Elle est la figure d’un pouvoir sans centralité et sans consistance. Celui qui règne est celui qui maîtrise la surprise, la privation faite à autrui de sa capacité d’anticipation (Laïdi, 1999). N’est-ce pas une caractéristique du trading à haute fréquence?

Il faut alors admettre avec Castoriadis, suivant en cela La Boétie, que chacun est à son tour mystificateur et mystifié.
L’autonomisation d’un imaginaire passe par la croyance qu’y accordent ceux qui le promeuvent avant qu’y adhèrent les cercles beaucoup plus étendus des courtisans et puis de ceux qui le transforment en imaginaire collectif et en fait culturel dominant quand bien même ils constituent ainsi leur propre instrument de domination82. La notion de consensus ne désigne-t-elle pas «ce qui dans chaque société a force de loi sans prendre la forme de la loi ni les moyens de la force» (Debray, 1991)?

Ainsi la chaîne des urgences qui apparaît dans les groupes formés de cadres et dirigeants de collectivités publiques pourtant censément insoumises aux lois du marché, est-elle infiniment plus imbriquée et complexe que ce que laisserait supposer une lecture superficielle.

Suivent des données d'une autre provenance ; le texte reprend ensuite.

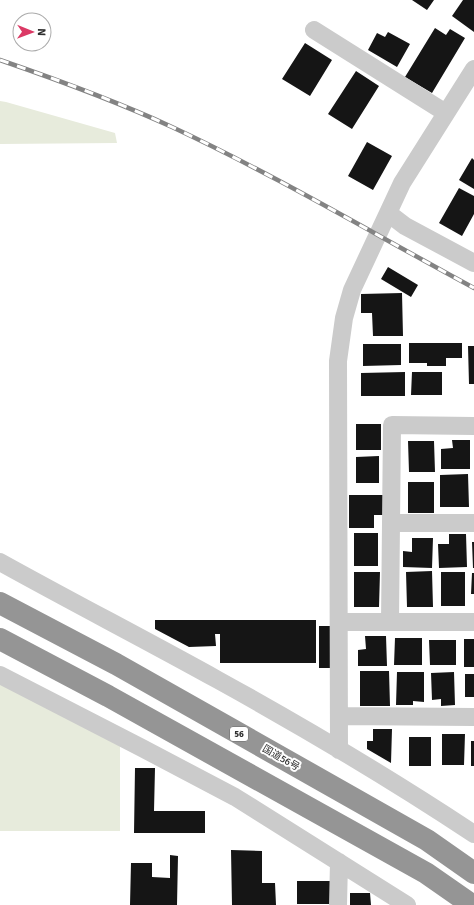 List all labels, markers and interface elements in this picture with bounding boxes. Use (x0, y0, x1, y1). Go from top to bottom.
north arrow (12, 12, 52, 52)
text: N (35, 28, 48, 36)
road number: 56 (230, 727, 248, 741)
street label: 国道56号 (260, 743, 302, 773)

Les élus politiques nous offrent une illustration concrète de cette compression temporelle liée aux TIC. Pour renforcer ou étendre leur pouvoir, ils doivent siéger dans de multiples organismes et, en multipliant l’exercice des fonctions de gouvernance (le cumul des mandats ne traite que l’écume du problème), ils gagnent en importance sur «l’échiquier» et «comptent» au sein de leur appareil partisan pour forcer les investitures futures.

Le rythme de leurs déplacements; des réunions auxquelles ils doivent participer, sinon les présider, souvent de façon partielle pour assurer une présence à plusieurs réunions simultanées (ubiquité physique secourue par les TIC); le rythme des manifestations et cérémonies publiques au cours desquelles ils représentent les institutions où ils exercent leurs mandats; le nombre des manifestations et cérémonies privées auxquelles ils ne peuvent se soustraire sous peine de froisser leur électorat ou leurs réseaux d’influence; le nombre et la complexité des questions, affaires et dossiers pour lesquels une décision ou un arbitrage est attendu; le nombre d’interventions dont ils sont l’objet pour un passe-droit, un appui ou un emploi; en résumé, cette sur-occupation temporelle quasiment ininterrompue, sans respect des temps de pose d’autrui, constitue un flux tendu que subissent de plein fouet les cadres dirigeants des collectivités. Tous les groupes organisés avec ces cadres ont fait état de cette difficulté au moins à titre de paramètre incontournable sinon pour s’en plaindre. Les quelques points de stress supplémentaire des cadres travaillant dans le secteur public s’expliquent-ils par cette gouvernance survoltée où l’agitation masque souvent l’absence d’objectifs et de présence réelle ?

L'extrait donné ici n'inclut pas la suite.